Scale is Overrated in Payments. You Should Focus on Scalability Instead.
Black Friday And Making Payment Systems Scale
This is a bit weird to admit, but when I speak at conferences, I am terrified.
My most reliable tool for managing this anxiety has been to be over prepared. When I’m onstage, I have a script in front of me that I deviate very little from.
I know when to click the next slide, when to raise my voice, when to pause for dramatic effect.
I try to leave very little to chance, so that I can play offense.
But Q&A sessions can’t be planned. Q&As are about playing defense.
Some speakers ask organizers not to allow questions at the end. I think that is a mistake. Very often, these questions are what little speakers can get in the form of honest feedback.
That’s why I put myself through them, despite the anxiety and terror. Q&As are a chance to learn.
This is exactly what happened when I spoke at Pycon SK two weeks ago, delivering Pyments: How to Design Payment Applications in Python.
Someone asked some version of this: Does this design scale during Black Friday?
This is an important question. Black Friday is one of the most important shopping events of the year. A payments application that malfunctions during Black Friday is very harmful to the company. Payments must always work, especially when it’s table stakes.
However, scale has nothing to do with Black Friday. Scale is in fact irrelevant when it comes to payments.
I don’t think that is controversial. Rather than scale, engineers building payment applications should focus on scalability: being able to add capacity on demand, rather than predicting the capacity that will be needed.
Designing for scale is not the same as designing for scalability.
Welcome to Money In Transit, the newsletter bridging the gap between payments strategy and execution. I’m Alvaro Duran.
Recently, we’ve looked at the advice I wish I had been given when I started in payments, a primer on the domain of payment applications, and the limitations of building money software on top of relational databases, among others. They’re all free to read.
Want to be notified when there’s a new post? Hit that subscribe button below.
Behind every software design decision, there is performance. Scalability is how performance is improved by adding hardware.
A scaled system is performant under heavy load. A scalable system is one that allows engineers to add or remove hardware in the face of load, and get stable performance with optimal hardware use.
As in “when load doubles, we can double the hardware and forget about it”.

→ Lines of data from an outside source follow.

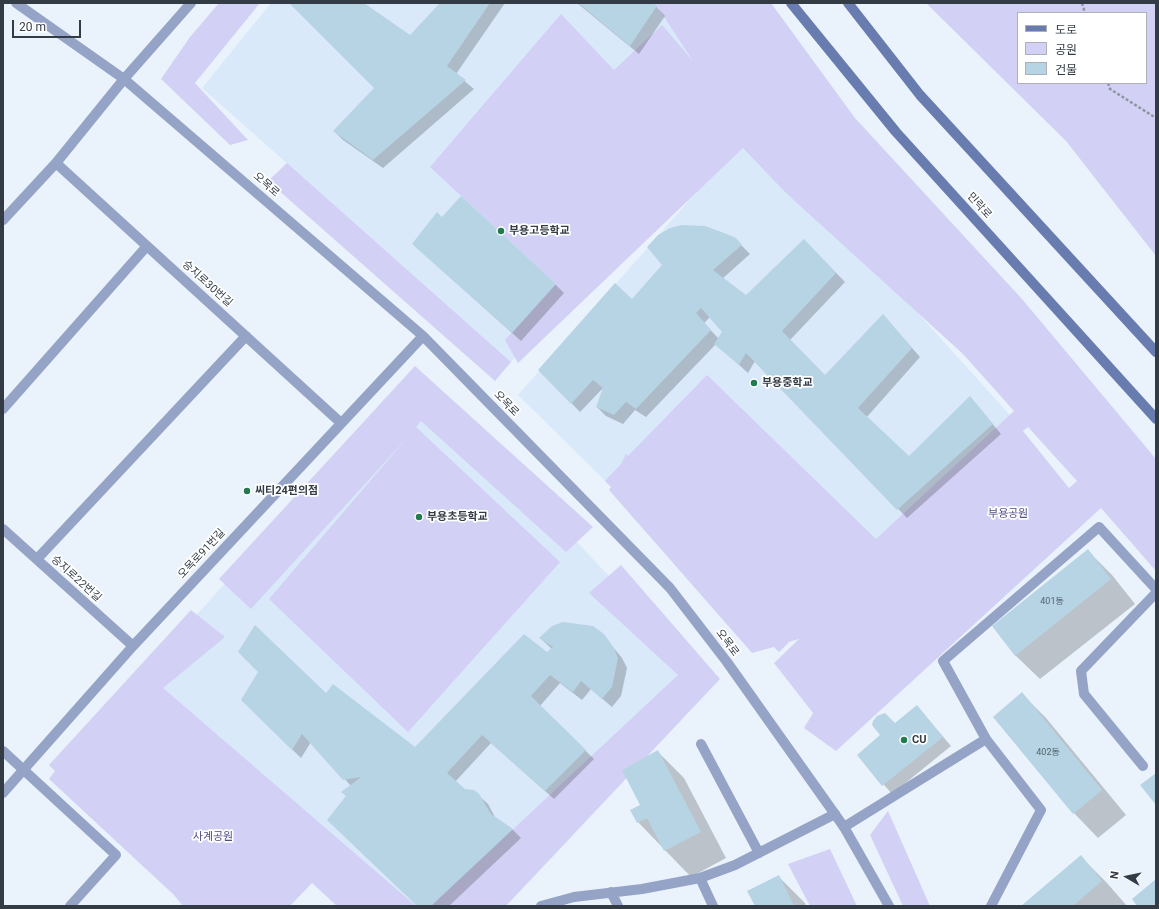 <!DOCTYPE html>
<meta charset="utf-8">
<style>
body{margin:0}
#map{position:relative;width:1159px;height:909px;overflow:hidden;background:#eaf3fc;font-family:Roboto,"Noto Sans KR",sans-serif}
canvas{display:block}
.frame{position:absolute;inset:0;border:4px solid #333c45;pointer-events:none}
.legend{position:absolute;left:1017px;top:12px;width:130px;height:72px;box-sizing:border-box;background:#fff;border:1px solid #adb1b5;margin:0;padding:5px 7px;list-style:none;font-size:12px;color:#333c45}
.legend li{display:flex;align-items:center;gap:8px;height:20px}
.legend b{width:20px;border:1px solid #adb1b5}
.north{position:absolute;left:1107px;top:857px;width:40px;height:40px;-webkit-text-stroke:3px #fff;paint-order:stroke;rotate:279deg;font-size:11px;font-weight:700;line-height:16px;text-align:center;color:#333c45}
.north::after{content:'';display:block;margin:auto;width:14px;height:18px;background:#333c45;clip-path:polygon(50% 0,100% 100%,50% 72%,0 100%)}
.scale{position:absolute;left:12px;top:20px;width:69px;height:18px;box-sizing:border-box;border:2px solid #333c45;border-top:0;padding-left:5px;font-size:12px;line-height:14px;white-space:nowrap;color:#333c45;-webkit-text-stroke:3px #fff;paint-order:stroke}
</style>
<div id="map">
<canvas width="1159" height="909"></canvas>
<div class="frame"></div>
<ul class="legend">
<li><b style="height:5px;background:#687cb0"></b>도로</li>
<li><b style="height:11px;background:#d2d1f5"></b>공원</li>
<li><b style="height:11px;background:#b6d4e4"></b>건물</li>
</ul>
<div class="north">N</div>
<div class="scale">20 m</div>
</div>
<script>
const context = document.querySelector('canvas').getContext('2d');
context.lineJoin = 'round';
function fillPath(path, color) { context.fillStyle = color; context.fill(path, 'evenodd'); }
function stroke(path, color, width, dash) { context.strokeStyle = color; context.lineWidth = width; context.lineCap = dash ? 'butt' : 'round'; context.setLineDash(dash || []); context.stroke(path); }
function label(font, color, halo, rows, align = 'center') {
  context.font = font + ' Roboto,"Noto Sans KR",sans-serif'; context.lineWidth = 3.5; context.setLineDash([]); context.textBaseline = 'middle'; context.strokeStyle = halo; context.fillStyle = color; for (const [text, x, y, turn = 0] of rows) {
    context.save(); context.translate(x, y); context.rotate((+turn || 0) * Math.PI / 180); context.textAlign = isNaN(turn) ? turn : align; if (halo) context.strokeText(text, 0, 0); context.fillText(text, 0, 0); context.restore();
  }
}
fillPath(new Path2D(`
 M271 3H665L745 121 511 362 202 88Z
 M752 129 1018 424 882 546 779 652 518 395Z
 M415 372 691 662 448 906H398L138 680Z`), '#d9e9fa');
fillPath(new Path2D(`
 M219 3H260L195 83 248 140 230 145 161 79 190 37Z
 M655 3H771L855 118 1022 299 1156 459V571L1101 508 836 751 804 728 813 713 774 663 799 639 789 642 779 652 774 647 752 653 609 490 611 487 605 481 621 464 626 454 628 456 707 375 876 539 1014 411 963 354 786 193 743 148 518 363 505 340 556 284 430 167 561 14 614 70 662 25 693 61ZM1028 427 1077 481 1069 488 1023 431Z
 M926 3H1156V256L1066 141ZM1018 13H1146V83H1018Z
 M287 163 511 362 495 381 268 181Z
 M415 366 593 527 566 552 421 421 416 427 560 562 408 732 269 599 406 439 251 609 219 579Z
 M621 565 720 679 506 906H431L678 675 589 593Z
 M191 610 225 637 163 688 416 906H337L312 883 290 906H183L174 895 49 779 55 771 49 765Z
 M888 811 930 906H903L870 835Z
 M830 849 857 906H810L788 864Z`), '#d2d1f5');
fillPath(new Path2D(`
 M290 3H362L410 37 441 3H505L456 74 474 89 383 168 343 140 334 131 375 88Z
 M577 3H653L665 16 639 54Z
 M443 218 555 284 564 293 521 341 423 253Z
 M735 239 750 254 722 279 746 296 804 240 845 282 790 340 825 376 883 315 920 357 866 418 909 457 970 397 1001 434 907 518 755 361 748 373 716 344 646 417 635 410 623 424 606 416 597 407 605 386 580 412 539 370 632 300ZM710 317 724 332 719 339 704 323Z
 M1088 551 1112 575 1135 604 1040 679 1015 655Z
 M603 635 622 658 627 668 621 696 612 707 591 689 582 700 560 683 540 706 594 759 554 799 491 743 455 782 465 790 478 795 488 804 496 819 513 830 521 838 449 906H418L351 786 311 742 301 758 242 700 326 694 416 748 552 649 540 638Z
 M1022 694 1046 718 1126 815 1098 838 1074 813Z
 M917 706 951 746 892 794 858 755Z
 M658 752 684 778 726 858 691 877 638 822Z
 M1081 857 1107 883 1127 906H1022Z
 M778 876 805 903 806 906H756Z`), '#0003');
fillPath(new Path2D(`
 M289 3H364L410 35 440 3H490L447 66 466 80 373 160 333 131 374 88Z
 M578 3H654L657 6 630 46Z
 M461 196 556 284 512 333 412 244 437 212 442 217Z
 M682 225 705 226 724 233 736 238 742 245 713 270 746 295 804 239 836 273 782 331 825 375 883 314 912 348 858 408 909 456 970 396 993 424 897 510 746 353 739 365 714 344 722 332 701 308 696 313 711 330 636 409 626 402 614 415 596 407 603 388 593 380 571 404 538 370 615 283 632 299 662 265 647 247 658 235 670 228Z
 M1088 549 1111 579 1015 656 992 626Z
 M563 622 593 626 604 634 614 648 618 658 612 687 602 699 581 681 573 692 550 675 531 696 586 750 545 791 482 735 447 773 465 789 474 790 479 794 491 814 513 829 431 906H417L327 820 346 796 341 792 361 777 343 780 302 734 292 750 241 700 258 672 238 652 255 625 326 693 333 684 415 747 524 634 547 652 553 647 539 638 552 626Z
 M1022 692 1102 790 1073 814 993 717Z
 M917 705 943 737 882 786 857 755 880 735 872 725 873 721 877 716 885 713 895 723Z
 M658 750 701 832 664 851 647 818 637 823 630 810 640 805 622 770Z
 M1156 773V805L1140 785Z
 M1081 855 1102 881 1073 906H1021Z
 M779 875 794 906H755L747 891Z
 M1156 879V906H1137L1132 899Z`), '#b6d4e4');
stroke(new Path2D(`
 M1082 3 1085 13
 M1108 83 1110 89 1156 118`), '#8d969f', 2.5, [3, 2]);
stroke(new Path2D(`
 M986 739 1041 810 991 906
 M701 744 759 853
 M1143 766 1084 694 1081 671 1156 593
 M844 827 986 739 943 661 1099 527 1156 589
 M700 878 713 906
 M611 892 618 906
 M541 906 574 897 642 889 700 878 735 865 835 814`), '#95a3c7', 10);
stroke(new Path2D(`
 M16 3 124 79 423 336 670 588 727 662 844 827 889 906
 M56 163 341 423
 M3 220 56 163 124 79 191 3
 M3 409 147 246
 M3 529 133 646
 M37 559 246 336
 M3 751 116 855 70 906
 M3 793 133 646 423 336`), '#95a3c7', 10);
stroke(new Path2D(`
 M791 3 896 132 1156 419
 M848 3 920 95 1156 352`), '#687cb0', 10);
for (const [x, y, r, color] of [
 [501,231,4,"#227b4f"],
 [754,383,4,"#227b4f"],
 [247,491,4,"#227b4f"],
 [419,517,4,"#227b4f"],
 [904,740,4,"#227b4f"]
]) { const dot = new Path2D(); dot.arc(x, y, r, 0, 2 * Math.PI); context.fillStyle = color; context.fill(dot); stroke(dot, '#fff', 1.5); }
label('9px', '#54626d', null, [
 ["401동",1052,602],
 ["402동",1048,753]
]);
label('11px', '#333c45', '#fff', [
 ["오목로",266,185,41],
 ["민락로",979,206,48],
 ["승지로30번길",207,284,42],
 ["오목로",506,404,46],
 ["오목로91번길",202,554,-47],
 ["승지로22번길",76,579,42],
 ["오목로",727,643,53]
]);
label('bold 11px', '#333c45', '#fff', [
 ["부용고등학교",509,231],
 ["부용중학교",762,383],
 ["씨티24편의점",255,491],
 ["부용초등학교",427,517],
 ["CU",912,740]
], 'left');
label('11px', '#524d86', '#fff', [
 ["부용공원",1008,514],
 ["사계공원",213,837]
]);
</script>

This difference is important, because hardware can be “added” in two ways: by having more powerful servers (vertical scaling) or by having more of the same servers in parallel (horizontal scaling).
To put it simply, a scaled system has been scaled vertically. A scalable system scales horizontally on demand.
You may see where I’m going with this. For payment applications, it makes a lot more sense to build for horizontal scalability rather than deploying on a powerful machine. The key is that it is way easier to add or remove capacity when you scale horizontally than when you scale vertically.
When load is becoming unbearable, adding more servers is simpler than failing over a more powerful machine.
In fact, engineering a system that scales horizontally is also easier, because you are not really that worried about how performant a single machine is. This is vital in payment applications, because being able to understand the code so that a payments specialist can tell you if you’re wrong is one of the most important aspects of payment applications.
The Scale Imperative
However, the impulse is to build for scale. And who can blame an engineer who thinks that? Payments are meant to run at scale! Aren’t your customers supposed to make lots of payments?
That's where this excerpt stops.